- _Task description_
Identify and copy all lines of the material where the string "Ryan" is found.

- _Information given_
********

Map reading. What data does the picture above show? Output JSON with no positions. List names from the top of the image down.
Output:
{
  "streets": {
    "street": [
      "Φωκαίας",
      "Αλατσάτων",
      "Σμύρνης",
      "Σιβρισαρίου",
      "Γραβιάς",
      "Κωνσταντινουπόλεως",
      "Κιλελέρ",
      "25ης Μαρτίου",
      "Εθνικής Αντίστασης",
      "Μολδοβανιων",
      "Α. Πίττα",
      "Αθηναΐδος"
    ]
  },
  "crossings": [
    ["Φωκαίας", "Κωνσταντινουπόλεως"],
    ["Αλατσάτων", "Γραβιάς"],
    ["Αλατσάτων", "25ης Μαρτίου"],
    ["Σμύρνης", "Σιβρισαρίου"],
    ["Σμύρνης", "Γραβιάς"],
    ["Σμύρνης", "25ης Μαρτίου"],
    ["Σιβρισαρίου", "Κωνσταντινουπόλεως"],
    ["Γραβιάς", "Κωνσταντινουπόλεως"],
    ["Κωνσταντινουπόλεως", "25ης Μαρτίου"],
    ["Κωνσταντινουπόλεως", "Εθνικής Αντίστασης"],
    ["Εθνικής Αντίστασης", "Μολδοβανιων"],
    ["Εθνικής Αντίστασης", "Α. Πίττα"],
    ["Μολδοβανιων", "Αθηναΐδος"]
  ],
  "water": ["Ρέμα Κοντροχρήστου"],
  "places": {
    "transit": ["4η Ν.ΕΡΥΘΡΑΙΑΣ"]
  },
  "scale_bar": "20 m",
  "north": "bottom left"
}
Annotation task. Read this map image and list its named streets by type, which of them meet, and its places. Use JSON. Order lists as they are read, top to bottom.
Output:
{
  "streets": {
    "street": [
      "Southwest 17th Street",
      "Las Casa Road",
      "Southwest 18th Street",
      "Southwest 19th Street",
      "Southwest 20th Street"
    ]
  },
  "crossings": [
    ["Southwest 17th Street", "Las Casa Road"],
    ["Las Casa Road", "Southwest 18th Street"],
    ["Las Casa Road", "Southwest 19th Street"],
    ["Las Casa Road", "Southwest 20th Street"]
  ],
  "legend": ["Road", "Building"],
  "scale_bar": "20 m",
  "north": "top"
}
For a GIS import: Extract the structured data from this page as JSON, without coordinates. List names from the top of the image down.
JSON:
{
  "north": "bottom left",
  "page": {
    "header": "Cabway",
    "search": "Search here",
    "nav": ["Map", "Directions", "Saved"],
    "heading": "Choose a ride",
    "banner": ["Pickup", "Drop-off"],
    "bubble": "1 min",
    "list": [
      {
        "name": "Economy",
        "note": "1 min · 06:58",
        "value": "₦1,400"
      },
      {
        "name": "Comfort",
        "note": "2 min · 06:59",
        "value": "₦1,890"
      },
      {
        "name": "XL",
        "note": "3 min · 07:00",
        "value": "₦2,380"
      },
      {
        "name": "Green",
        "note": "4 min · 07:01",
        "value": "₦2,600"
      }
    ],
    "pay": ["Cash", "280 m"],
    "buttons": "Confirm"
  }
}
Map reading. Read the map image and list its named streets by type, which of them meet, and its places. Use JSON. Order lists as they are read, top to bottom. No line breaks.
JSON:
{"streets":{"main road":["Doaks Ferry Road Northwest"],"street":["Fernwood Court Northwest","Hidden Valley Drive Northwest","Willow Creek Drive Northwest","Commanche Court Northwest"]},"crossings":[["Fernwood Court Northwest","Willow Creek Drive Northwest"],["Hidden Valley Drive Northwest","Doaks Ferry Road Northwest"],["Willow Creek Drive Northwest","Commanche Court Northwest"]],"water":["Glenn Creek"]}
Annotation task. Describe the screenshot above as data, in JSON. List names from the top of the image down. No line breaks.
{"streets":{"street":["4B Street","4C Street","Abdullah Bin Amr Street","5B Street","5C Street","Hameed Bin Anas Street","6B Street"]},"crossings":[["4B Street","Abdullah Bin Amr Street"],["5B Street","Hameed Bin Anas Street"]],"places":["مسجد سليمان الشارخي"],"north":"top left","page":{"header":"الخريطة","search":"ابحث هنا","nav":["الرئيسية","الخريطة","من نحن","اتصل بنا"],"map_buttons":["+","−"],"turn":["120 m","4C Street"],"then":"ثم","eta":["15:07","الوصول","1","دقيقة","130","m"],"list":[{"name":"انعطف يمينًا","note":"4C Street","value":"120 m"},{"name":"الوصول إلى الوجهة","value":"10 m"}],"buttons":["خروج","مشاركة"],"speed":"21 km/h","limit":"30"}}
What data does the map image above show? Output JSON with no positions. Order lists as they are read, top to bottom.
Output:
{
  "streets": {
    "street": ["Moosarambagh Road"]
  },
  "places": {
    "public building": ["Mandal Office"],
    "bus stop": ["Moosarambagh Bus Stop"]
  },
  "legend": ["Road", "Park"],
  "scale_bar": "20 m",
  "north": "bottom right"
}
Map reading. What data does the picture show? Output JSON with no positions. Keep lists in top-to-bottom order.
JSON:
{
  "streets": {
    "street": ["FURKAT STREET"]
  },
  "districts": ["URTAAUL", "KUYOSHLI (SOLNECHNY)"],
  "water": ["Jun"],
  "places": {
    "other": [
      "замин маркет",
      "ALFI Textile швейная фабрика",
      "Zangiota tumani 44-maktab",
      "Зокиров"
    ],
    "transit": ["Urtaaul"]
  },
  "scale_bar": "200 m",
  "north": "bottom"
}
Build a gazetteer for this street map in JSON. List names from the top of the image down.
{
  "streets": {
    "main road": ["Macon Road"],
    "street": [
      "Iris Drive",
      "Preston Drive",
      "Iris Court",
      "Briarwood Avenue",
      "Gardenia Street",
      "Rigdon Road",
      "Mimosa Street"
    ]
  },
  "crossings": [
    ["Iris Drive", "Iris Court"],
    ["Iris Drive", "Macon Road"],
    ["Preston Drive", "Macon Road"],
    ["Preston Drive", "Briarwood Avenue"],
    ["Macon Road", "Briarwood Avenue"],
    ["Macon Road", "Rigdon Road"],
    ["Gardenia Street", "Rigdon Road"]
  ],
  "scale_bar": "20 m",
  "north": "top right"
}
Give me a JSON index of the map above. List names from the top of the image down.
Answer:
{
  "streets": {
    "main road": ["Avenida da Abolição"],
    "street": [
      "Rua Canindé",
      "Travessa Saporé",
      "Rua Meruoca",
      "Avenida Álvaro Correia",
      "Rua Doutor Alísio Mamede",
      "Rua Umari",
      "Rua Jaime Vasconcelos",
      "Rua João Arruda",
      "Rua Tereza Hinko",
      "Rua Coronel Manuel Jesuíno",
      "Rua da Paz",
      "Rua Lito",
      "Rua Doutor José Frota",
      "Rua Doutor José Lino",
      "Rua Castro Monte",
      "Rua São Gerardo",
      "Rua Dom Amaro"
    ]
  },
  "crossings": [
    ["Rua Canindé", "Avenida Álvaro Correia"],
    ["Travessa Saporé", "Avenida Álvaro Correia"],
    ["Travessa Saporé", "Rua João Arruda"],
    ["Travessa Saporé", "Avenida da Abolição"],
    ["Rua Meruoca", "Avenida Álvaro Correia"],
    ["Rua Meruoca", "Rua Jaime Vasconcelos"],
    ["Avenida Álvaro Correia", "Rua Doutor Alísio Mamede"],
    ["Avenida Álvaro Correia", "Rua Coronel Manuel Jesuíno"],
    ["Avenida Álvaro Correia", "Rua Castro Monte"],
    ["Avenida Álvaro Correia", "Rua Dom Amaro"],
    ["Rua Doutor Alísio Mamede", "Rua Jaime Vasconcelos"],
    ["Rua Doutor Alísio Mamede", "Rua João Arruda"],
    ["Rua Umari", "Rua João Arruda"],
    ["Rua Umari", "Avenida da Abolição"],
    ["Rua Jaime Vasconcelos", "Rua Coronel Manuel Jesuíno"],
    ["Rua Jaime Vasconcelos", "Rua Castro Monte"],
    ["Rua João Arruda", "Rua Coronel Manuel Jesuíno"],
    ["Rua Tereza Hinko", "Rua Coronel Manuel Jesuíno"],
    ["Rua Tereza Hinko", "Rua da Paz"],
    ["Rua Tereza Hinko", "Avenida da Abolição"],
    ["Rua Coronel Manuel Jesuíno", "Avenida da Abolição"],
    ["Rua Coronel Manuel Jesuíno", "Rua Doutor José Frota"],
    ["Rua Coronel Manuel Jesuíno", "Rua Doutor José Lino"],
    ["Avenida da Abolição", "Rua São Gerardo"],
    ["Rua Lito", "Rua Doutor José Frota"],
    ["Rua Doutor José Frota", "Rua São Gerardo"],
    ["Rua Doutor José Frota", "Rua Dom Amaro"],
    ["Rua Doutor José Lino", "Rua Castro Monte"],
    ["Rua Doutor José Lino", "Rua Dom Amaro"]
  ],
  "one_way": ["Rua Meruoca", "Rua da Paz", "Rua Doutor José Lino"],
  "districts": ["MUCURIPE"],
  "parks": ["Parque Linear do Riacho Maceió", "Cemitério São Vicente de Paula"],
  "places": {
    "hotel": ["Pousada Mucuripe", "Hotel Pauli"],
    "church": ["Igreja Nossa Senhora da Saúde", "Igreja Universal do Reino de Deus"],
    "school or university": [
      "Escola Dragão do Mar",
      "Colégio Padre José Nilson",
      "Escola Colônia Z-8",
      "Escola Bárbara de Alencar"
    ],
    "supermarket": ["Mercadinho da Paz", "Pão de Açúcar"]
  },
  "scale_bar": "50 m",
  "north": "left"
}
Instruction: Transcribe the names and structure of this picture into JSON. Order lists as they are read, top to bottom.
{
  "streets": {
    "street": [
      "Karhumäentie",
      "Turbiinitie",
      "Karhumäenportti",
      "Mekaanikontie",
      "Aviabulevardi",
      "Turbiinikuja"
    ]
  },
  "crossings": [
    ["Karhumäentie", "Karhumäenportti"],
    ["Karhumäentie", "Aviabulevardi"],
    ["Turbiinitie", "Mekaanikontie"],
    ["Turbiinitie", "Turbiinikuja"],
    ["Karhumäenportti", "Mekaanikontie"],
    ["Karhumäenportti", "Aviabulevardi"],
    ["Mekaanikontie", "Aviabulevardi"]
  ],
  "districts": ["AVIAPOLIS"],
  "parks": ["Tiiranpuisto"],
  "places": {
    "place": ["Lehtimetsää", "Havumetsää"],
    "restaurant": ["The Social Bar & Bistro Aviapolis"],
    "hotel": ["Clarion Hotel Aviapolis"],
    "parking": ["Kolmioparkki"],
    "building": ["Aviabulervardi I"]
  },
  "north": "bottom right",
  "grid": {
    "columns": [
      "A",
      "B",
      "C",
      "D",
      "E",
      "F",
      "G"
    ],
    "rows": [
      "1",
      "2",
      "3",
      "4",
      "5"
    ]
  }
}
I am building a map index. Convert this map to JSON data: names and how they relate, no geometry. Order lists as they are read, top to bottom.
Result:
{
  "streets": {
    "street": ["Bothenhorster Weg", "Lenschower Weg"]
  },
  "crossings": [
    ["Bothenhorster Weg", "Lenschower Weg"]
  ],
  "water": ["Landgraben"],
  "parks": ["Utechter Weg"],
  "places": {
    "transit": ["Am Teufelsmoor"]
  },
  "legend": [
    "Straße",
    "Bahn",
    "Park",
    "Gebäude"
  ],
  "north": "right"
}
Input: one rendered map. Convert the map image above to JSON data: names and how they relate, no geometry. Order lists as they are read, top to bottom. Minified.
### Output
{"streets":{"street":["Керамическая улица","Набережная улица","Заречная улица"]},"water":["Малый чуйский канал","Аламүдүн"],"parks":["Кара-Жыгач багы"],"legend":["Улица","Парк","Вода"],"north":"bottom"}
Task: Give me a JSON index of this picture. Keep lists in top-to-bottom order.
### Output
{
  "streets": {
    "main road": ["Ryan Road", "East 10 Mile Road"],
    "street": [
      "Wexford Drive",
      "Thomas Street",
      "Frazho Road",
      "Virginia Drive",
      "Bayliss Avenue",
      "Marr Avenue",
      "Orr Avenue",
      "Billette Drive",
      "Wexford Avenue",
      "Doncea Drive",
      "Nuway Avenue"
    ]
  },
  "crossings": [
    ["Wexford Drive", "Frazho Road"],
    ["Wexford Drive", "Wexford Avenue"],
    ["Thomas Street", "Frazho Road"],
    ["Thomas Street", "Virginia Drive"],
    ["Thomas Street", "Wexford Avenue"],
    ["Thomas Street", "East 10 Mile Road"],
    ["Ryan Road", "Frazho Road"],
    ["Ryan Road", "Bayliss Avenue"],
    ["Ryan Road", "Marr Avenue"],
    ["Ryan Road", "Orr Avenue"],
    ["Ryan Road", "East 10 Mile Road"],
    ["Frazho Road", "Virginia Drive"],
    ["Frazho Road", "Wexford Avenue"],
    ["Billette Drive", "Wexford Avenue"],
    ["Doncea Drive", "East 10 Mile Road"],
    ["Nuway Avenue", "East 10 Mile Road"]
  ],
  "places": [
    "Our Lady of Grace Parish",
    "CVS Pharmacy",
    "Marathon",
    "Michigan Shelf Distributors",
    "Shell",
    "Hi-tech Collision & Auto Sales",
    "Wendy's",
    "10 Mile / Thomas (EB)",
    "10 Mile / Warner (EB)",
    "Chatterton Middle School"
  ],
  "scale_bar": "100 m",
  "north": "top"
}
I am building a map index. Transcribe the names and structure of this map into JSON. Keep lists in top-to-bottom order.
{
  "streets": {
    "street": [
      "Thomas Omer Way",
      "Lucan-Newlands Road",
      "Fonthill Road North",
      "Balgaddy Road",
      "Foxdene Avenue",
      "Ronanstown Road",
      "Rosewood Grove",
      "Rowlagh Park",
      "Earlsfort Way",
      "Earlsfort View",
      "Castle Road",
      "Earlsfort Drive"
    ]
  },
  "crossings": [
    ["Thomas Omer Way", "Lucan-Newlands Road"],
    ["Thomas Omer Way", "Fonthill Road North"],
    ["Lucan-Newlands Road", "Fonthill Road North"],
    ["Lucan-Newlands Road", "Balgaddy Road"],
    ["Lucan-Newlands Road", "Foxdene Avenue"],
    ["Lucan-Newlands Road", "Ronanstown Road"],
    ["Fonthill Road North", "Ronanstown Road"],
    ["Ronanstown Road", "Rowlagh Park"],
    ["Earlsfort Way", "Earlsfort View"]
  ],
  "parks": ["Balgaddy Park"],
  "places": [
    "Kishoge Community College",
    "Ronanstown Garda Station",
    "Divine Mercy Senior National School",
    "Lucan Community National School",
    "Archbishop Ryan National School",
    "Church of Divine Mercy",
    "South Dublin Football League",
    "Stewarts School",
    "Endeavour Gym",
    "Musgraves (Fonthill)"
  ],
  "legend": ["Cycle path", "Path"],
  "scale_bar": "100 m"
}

********

- _Response below_
    "main road": ["Ryan Road", "East 10 Mile Road"],
    ["Ryan Road", "Frazho Road"],
    ["Ryan Road", "Bayliss Avenue"],
    ["Ryan Road", "Marr Avenue"],
    ["Ryan Road", "Orr Avenue"],
    ["Ryan Road", "East 10 Mile Road"],
    "Archbishop Ryan National School",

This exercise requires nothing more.